Heck ya, you can freeze gravy!!!! You know, I’m sure there’s a few of you out there that are thinking “But won’t it get all icy if I freeze my gravy?” The answer is no. It will still be just as tasty!
It doesn’t matter if you’re trying to freeze:
- Chocolate gravy
- cornmeal gravy
- redeye ham gravy
- redeye roast beef gravy
- tomatoes gravy
- sawmill gravy
- shrimp gravy
- cream gravy
- salt pork and milk gravy
- chicken gravy
- hamburger gravy
- or chili gravy
You can freeze it all and it’s always going to be delicious! To be fair though, it will never be as good as fresh gravy, But honestly who’s got the time! Interestingly enough, by the way, All these gravies are real! Try em’ out!
So, Yes, you can freeze gravy and it’s still going to taste delicious. You have a lot of questions about this process right now that I can’t answer for you because there are so many different types of gravies out there. And the truth is, while they can all be frozen, some might fair better than others.
That being said, I can offer up some generic advice about freezing gravy properly.
Let the gravy cool down to room temperature.
Pour the gravy into a freezer-safe container with an airtight lid and be sure to leave about one inch of space at the top. This is so that it doesn’t expand too much during freezing, which can make a huge mess! The key here is to freeze the gravy in smaller batches if you’ve got a ton leftover.
This way when you’re ready to eat some fresh meatloaf, or shrimp ring, all you have to do is defrost whatever frozen portions are leftover from making previous meals – just pour them onto your hot meatloaf and eat as usual.
Just remember that gravies are an emulsion, when they freeze, the ingredients tend to separate out from each other. That’s not a huge concern as the act of warming it up and giving it a quick stir is usually more than enough to rejoin the combination.
If not, you can always give them a good shake in a gravy shaker bottle. If you don’t have one, you can always pick one up here, or just use anything that can close up. Just remember to burp it after a bit of shaking!
How long will frozen gravy last?
Now, how long does frozen gravy last? Well, it’s hard to say because so many things factor into its shelf life. What was the temperature of your freezer when you put it in there? Is the container airtight or could anything seep in from outside sources (like a leaky bag)?
The good news is that most frozen gravies will be safe to eat for about 12-18 months as long as they’re kept at a consistent low enough temperature where bacteria can’t grow easily. Its preferred to keep them at the bottom of the freezer (or back if it’s not a chest freezer) so they don’t hit warm air every time the freezer door is opened a little too long.
What’s the proper way to defrost/thaw frozen gravy?
By cooking it! Gravy is heavy stuff and it freezes really solid. Leaving it to thaw at room temperature long enough to be useable would be giving bacteria way too much time to set up camp. The best way to thaw it is in a pot of water and then bring the liquid back up to temperature over medium heat.

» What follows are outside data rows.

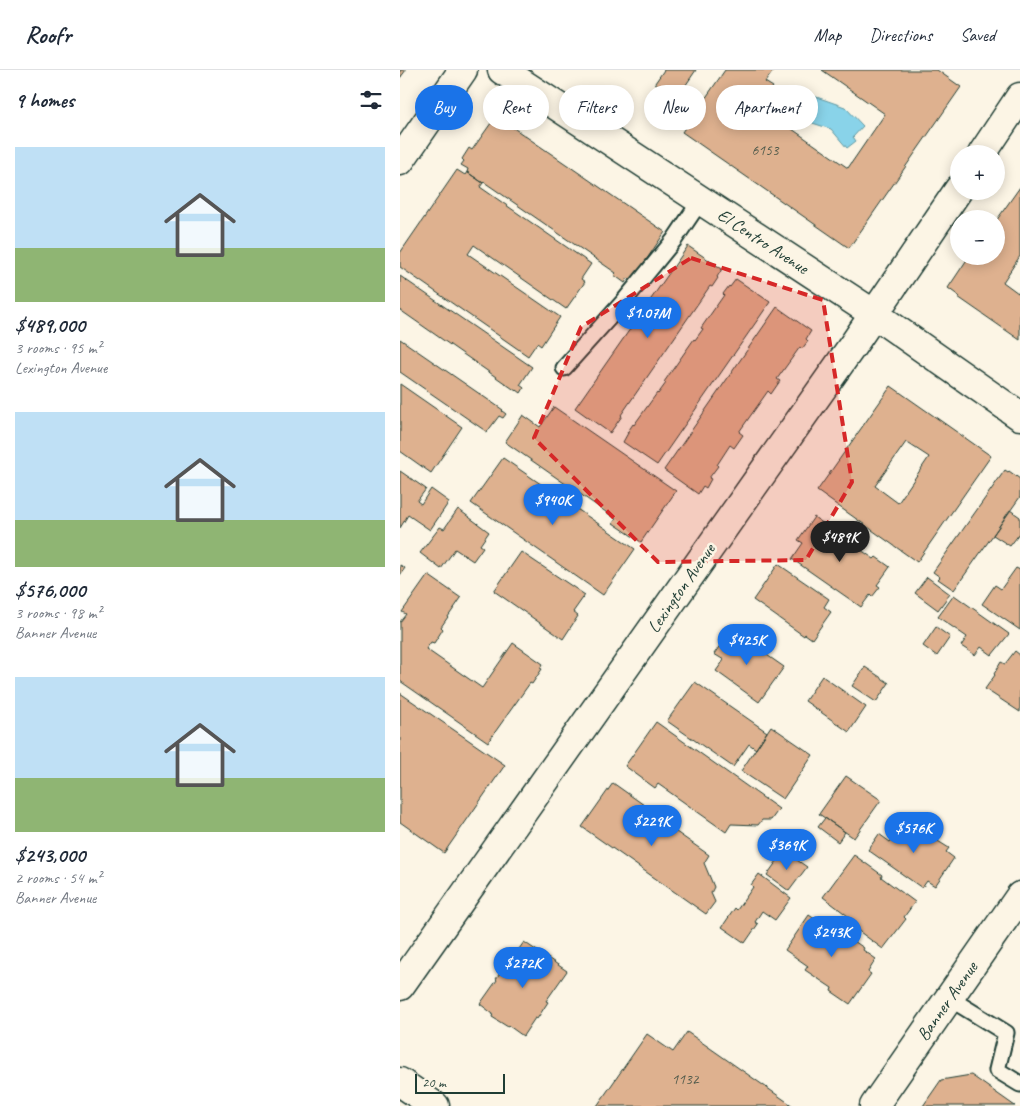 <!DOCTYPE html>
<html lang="en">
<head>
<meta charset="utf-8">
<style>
	body { margin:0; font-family:Caveat,sans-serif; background:#f6f6f7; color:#1f2937; height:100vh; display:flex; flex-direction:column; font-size:19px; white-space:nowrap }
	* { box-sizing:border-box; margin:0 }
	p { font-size:16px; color:#747a83 }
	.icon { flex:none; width:28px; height:28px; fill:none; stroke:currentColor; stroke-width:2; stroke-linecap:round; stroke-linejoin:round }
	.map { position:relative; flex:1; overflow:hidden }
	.side { display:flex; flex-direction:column; background:#fff; width:400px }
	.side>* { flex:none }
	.banner { position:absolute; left:15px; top:15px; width:475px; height:45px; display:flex; gap:10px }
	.controls { position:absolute; left:550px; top:75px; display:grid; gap:10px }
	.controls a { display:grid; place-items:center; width:55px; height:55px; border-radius:50%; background:#fff; box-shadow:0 2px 12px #0003; font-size:25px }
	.scale { position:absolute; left:15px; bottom:12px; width:90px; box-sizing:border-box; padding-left:5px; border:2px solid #1f3d34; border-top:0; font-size:14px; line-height:18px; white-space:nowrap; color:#1f3d34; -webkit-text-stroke:4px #fcf5e5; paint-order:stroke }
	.price { position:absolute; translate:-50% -42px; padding:0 11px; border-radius:18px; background:#1a73e8; color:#fff; font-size:16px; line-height:32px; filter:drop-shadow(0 1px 2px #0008) }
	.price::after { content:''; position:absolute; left:50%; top:30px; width:15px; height:11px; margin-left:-8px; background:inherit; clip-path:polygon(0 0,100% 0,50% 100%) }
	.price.current { background:#222; color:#fff }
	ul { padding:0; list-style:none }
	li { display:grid; align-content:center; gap:10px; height:265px; padding:0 15px }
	li span { display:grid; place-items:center; height:155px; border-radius:0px; color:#555 }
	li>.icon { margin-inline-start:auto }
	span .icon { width:90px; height:90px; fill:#fffc; stroke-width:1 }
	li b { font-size:21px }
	h2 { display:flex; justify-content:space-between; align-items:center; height:60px; padding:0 15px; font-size:21px }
	.chip { padding:0 18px; border-radius:22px; background:#fff; box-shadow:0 2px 12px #0003; font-size:18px; line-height:45px }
	.chip.current { background:#1a73e8; color:#fff }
	header { display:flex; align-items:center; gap:30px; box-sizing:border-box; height:70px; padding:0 25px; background:#fff; border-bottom:1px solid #e0e1e3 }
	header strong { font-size:24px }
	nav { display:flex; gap:28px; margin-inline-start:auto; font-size:18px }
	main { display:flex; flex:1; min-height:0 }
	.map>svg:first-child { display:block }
	.water { fill:#89d3e9; stroke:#5f97a1 }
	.building { fill:#deb18f; stroke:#1f3d34; fill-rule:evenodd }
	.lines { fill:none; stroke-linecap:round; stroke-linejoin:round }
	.service-casing { stroke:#1f3d34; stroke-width:19 }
	.minor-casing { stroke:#1f3d34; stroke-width:31 }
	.secondary-casing { stroke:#1f3d34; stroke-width:31 }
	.service { stroke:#fcf5e5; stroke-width:15 }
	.minor { stroke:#fcf5e5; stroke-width:28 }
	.secondary { stroke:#fcf5e5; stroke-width:28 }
	.marked { fill:#d62828; fill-opacity:0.2; stroke:#d62828; stroke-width:4; stroke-dasharray:10 6; stroke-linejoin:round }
	.labels { text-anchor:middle; stroke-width:5; stroke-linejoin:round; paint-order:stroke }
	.number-label { font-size:15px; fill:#4f5a4b }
	.street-label { font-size:18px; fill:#1f3d34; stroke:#fcf5e5 }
</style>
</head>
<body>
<header>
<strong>Roofr</strong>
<nav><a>Map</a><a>Directions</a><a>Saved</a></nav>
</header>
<main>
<section class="side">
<h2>9 homes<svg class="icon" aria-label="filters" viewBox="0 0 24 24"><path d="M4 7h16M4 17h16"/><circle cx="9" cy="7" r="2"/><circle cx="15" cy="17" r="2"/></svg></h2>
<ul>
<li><span style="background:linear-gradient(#bfe0f5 65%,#8fb573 0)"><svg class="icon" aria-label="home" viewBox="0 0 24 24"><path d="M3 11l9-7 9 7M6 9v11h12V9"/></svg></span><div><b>$489,000</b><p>3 rooms · 95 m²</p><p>Lexington Avenue</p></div></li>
<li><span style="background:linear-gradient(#bfe0f5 70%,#8fb573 0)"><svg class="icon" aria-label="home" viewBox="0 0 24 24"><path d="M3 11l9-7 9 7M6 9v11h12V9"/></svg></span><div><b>$576,000</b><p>3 rooms · 98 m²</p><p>Banner Avenue</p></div></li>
<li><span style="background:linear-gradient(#bfe0f5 65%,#8fb573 0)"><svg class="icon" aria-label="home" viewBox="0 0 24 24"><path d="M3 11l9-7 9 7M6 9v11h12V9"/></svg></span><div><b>$243,000</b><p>2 rooms · 54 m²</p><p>Banner Avenue</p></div></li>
</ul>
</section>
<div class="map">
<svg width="620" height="1036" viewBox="0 0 620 1036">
	<rect width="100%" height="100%" fill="#fcf5e5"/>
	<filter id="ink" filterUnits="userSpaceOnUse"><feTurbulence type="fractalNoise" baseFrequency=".02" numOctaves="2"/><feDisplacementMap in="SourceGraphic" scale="10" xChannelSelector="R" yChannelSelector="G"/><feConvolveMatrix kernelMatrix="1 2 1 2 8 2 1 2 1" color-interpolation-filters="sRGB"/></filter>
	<g filter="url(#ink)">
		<path class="water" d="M408,24L445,37L463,56L453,67L456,71L447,78L431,59L400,49Z"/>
		<path class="building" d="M0,0H6L0,8Z
			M264,0H296L277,28L255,13Z
			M325,0H374L365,12L373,17L359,36L448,98L485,44L422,0H537L561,17L449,178L282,62Z
			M96,46L265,162L232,211L228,208L225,213L214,205L216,203L84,112L83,113L67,102L68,99L61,95L64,91L62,89L69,78L72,80Z
			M57,100L65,105L67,102L83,113L80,117L191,194L181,209L185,212L166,239L74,175L68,184L160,247L141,276L137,273L128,286L0,197V183Z
			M620,117V186L603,212L618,223L620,221V270L558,227L559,226L548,218L568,188L570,189L572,186H596V151Z
			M288,176L322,199L317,207L318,208L312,217L310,216L221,345L222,346L210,363L175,338Z
			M0,206L132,297L120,315L124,318L121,323L117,320L116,321L0,240Z
			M336,209L370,232L257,395L223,372L228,363H227L233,354L234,355L257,323L258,324L266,313L264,312L294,269L295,270L303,259L301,258L324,225L323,224L329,216L330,217Z
			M377,237L411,261L406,269L408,271L402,279L400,277L377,309L380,311L371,324L368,321L339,362L343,365L334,378L330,375L317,395L318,396L309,408L311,409L306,418L303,416L298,424L264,400Z
			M0,269L103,340L102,341L106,344L103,348L99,346L87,362L0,302Z
			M0,314L62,357L31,403L0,381Z
			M491,316L591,386L517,492L417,421ZM506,372L529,387L498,433L475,416Z
			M154,337L276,421L241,472L213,453L216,449L105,372L123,345L140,357Z
			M103,388L235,479L203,525L71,433Z
			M605,400L608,402L609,401L620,409V427L554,520L538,509L540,507L533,502Z
			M0,401L26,419L17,431L21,434L31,419L49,432L30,460L8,445L0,458Z
			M58,439L89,462L80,475L83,477L73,491L55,479L41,499L20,483L40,457L44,459Z
			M610,440L620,447V463L610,476L593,465Z
			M414,447L474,489L476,487L490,497L477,515L480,517L472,527L470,525L461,537L392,489L403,473L398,470Z
			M121,482L185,525L173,542L178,546L163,569L94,521Z
			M378,494L429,529L424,537L431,542L412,569L405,564L404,566L353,530Z
			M0,495L5,498L0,505Z
			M616,498L620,500V560L582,534L595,515L601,519Z
			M28,505L61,528L41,557L43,559L34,573L31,572L26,579L82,618L113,573L143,594L140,598L142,599L132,614L130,613L88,672L0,611V552L6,544L2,542Z
			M527,507L550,524L538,540L515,523Z
			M554,525L609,564L592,585L581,577L575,585L561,576L567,567L538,547Z
			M536,557L550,567L537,586L523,576Z
			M331,560L384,597L359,632L316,601L324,590L314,584Z
			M615,581L620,585V642L585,619L595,605L594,604L601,592L605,594Z
			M465,597L489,613L476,632L452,616Z
			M422,606L466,637L449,662L405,631Z
			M295,612L367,662L356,679L349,674L333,697L267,651Z
			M0,623L105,695L44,783L0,752Z
			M256,652L379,739L371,750H362L358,755L331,754L326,762L258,714L255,718L225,696Z
			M371,656L413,685L383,729L341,701Z
			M446,706L481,730L454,768L419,744Z
			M213,713L244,735L242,738L309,785L304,793L314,817L311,823L315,832L306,844L182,757Z
			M425,748L445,762L438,772L418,757Z
			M507,749L518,757L520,754L535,765L533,768L549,778L546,782L554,788L535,816L527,811L522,818L468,780L479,764L490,772Z
			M384,781L407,797L389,821L367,805Z
			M454,785L482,805L481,807L515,832L504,847L506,849L483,879L445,851L448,846L423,827Z
			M359,804L391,828L375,850L362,841L355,852L358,854L345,873L322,857L335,838L337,840L353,817L351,815Z
			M409,845L432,861L435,858L464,878L463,880L476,889L468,902L471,904L450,934L431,921L432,918L405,900L408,896L385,880Z
			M124,872L167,901L146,931L148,932L137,949L135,948L123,966L109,956L108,957L92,947L93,944L80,934L97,910L96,909L107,892L109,893Z
			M287,962L393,1036H197L247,964L273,982Z
			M571,1005L615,1036H523L541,1010Z"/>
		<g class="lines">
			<g class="service-casing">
				<path id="service" d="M164,298L224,231L274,170L301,130
					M549,928L606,963L597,1000L620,1014"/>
			</g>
			<g class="minor-casing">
				<path id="minor" d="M102,0L474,244L620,346
					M582,84L620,27
					M0,91L63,0
					M0,916L453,275L559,119
					M474,1036L620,826"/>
			</g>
			<g class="secondary-casing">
				<path id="secondary" d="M0,1012L35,1036"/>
			</g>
			<use href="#service" class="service"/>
			<use href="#minor" class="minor"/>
			<use href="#secondary" class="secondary"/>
		</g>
	</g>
	<path class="marked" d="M291,188L423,230L452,412L406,490L258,492L134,368L181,257Z"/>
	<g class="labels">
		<g class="number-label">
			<text x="365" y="85">6153</text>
			<text x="285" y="1014">1132</text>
		</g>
		<g class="street-label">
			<text transform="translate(363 171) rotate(33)" y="6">El Centro Avenue</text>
			<text transform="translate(281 518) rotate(-55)" y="6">Lexington Avenue</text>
			<text transform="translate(547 931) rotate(-55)" y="6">Banner Avenue</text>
		</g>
	</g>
</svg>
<div class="controls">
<a>+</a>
<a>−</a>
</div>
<div class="scale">20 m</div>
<b class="price" style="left:248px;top:269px">$1.07M</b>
<b class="price" style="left:153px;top:456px">$940K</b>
<b class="price current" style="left:440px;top:493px">$489K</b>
<b class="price" style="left:347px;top:596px">$425K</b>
<b class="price" style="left:252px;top:777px">$229K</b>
<b class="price" style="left:514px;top:784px">$576K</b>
<b class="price" style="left:387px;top:801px">$369K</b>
<b class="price" style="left:432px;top:888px">$243K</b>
<b class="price" style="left:123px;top:919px">$272K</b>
<div class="banner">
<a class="chip current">Buy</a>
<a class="chip">Rent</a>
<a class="chip">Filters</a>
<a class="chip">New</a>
<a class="chip">Apartment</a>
</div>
</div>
</main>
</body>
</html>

You can also just take the thing out of the bag (if it’s even in one) and plop it directly onto a small sauce pack on low heat. Let it melt a bit and cover the bottom and then slowly increase the heat a bit. This will prevent burning. Also, stir often and well, use a fork to help break up the block of frozen gravy.

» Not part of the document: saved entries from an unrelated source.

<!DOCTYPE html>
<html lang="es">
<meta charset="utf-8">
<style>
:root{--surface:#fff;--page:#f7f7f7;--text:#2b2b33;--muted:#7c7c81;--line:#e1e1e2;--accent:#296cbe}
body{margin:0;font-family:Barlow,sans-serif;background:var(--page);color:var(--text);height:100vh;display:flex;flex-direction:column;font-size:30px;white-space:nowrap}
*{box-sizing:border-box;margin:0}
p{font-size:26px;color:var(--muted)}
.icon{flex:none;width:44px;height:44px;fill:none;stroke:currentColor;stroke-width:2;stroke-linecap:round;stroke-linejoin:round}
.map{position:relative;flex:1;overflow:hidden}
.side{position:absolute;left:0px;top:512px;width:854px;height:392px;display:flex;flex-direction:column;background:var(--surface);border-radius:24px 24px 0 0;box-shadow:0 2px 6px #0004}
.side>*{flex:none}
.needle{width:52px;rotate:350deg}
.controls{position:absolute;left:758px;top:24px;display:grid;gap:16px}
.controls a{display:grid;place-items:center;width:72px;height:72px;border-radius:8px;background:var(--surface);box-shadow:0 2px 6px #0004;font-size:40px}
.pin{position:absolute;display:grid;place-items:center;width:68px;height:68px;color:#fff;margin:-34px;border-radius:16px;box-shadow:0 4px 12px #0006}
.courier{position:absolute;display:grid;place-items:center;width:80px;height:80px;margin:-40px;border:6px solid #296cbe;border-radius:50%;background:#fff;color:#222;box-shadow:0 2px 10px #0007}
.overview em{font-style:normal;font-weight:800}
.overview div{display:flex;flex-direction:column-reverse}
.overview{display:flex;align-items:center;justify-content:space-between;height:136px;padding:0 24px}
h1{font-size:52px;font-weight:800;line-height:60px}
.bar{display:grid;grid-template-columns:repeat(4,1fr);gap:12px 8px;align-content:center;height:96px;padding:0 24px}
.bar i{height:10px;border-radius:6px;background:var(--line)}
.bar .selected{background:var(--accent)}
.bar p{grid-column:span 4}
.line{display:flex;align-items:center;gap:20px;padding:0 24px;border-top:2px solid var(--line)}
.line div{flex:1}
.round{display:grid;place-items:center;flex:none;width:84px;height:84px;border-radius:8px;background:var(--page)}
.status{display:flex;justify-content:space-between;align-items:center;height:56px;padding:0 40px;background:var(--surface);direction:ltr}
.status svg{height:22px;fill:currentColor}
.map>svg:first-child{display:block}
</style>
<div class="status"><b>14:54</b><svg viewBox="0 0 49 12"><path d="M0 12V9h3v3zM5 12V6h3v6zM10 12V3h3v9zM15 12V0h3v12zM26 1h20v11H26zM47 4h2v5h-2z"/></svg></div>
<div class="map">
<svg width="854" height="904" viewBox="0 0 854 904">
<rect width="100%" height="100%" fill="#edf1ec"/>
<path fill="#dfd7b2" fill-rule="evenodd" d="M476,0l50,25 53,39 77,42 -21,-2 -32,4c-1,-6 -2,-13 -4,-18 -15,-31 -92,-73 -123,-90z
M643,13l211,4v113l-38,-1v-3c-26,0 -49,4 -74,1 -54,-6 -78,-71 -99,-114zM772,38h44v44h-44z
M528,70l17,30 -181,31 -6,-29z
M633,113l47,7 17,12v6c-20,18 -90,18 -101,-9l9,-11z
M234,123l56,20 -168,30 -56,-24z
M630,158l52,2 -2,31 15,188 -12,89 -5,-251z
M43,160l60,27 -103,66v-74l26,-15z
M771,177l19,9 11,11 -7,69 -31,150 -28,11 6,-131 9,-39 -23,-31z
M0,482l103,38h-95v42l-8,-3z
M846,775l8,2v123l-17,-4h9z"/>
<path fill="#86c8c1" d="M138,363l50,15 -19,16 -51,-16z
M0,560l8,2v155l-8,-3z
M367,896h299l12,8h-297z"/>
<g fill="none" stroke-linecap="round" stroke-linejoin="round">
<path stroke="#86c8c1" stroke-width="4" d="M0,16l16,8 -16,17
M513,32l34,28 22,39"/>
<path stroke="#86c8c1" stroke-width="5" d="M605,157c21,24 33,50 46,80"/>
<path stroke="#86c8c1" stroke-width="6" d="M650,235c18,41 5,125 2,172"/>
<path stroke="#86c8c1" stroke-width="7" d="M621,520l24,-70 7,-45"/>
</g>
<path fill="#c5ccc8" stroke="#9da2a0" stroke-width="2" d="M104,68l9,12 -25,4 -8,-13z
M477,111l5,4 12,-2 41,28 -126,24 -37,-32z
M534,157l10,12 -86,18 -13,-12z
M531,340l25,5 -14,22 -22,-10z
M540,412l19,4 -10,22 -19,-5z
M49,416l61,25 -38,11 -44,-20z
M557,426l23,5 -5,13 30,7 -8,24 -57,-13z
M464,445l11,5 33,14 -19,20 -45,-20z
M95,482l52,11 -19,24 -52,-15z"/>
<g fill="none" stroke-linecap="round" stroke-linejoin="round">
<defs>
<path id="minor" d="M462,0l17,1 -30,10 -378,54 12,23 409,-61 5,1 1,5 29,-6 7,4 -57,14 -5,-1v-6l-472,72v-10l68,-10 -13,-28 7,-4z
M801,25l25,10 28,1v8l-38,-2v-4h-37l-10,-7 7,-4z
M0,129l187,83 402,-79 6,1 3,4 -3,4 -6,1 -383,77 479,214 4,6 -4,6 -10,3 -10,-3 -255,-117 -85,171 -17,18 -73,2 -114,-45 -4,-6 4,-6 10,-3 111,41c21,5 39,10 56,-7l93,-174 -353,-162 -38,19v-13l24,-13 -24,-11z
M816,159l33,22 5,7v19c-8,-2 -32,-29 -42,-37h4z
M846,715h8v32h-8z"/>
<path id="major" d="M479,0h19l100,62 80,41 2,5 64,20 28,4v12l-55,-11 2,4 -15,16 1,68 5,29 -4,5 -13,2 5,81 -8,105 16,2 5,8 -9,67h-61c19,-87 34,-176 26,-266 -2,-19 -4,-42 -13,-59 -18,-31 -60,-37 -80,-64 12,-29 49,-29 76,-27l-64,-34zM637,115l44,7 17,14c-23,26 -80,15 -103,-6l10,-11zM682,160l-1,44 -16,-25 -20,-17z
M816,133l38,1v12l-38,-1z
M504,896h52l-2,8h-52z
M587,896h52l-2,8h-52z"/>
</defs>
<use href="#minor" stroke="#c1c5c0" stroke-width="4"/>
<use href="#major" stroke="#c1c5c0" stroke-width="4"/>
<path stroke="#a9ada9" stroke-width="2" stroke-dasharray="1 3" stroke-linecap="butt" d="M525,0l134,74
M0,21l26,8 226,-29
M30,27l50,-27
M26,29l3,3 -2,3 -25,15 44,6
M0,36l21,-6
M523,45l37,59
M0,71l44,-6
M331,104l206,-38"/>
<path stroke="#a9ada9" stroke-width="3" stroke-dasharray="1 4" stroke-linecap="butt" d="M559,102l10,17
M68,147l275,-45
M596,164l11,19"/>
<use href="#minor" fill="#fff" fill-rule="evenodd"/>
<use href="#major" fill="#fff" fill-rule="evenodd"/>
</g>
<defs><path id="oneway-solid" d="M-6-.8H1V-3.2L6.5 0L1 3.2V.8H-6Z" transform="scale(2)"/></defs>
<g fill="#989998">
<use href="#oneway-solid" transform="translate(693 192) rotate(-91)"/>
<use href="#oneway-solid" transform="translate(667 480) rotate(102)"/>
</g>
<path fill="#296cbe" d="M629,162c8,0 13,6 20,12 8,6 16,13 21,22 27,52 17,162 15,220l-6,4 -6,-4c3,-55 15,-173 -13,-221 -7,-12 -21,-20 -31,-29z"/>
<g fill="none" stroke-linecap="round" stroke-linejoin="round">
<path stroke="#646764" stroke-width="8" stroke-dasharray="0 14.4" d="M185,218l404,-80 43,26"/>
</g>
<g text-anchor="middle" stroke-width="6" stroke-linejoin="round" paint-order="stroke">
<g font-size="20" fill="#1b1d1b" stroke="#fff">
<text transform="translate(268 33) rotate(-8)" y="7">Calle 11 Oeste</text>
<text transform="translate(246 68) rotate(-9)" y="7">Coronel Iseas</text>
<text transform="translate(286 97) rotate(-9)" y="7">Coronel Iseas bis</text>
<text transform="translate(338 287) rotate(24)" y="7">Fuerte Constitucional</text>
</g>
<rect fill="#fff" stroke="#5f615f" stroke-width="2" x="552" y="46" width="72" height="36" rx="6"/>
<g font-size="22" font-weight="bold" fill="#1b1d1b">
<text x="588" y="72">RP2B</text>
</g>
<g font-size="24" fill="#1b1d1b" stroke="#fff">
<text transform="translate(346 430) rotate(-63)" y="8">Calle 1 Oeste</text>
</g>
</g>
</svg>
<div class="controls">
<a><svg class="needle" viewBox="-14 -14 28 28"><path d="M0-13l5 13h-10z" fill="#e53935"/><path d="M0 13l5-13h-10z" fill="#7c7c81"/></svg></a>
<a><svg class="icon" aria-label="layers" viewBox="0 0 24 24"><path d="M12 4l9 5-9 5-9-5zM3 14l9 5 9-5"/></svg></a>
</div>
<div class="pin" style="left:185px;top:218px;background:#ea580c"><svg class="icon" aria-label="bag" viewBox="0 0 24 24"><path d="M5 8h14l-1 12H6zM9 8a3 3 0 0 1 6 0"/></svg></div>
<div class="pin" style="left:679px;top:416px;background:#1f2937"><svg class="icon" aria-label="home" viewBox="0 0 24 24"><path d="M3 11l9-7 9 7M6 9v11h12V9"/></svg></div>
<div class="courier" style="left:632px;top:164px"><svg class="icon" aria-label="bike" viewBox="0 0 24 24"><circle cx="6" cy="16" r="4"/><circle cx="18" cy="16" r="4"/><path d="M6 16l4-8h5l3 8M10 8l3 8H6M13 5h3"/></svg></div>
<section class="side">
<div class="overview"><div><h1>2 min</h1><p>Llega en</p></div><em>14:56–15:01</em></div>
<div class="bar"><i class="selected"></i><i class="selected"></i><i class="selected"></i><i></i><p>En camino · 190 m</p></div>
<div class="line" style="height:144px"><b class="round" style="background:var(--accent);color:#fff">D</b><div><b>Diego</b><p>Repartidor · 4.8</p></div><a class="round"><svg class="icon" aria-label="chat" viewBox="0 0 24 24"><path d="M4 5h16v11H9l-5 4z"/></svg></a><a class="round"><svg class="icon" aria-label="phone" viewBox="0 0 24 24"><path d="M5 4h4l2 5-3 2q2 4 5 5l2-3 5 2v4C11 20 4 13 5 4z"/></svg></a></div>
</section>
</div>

Is there anything special you need for freezing gravy?
A freezer! And containers that are airtight or have leak-proof lids with no holes so nothing can seep in from outside sources (like a bag). It’s also recommended that you store your frozen gravy at the bottom of the freezer, on one side if possible to avoid bumping into warm areas every time the door is opened too wide.
Finally, be sure not to forget about how long your gravy has been in the freezer. Label each container with the date and time you froze it, as well as when to use by.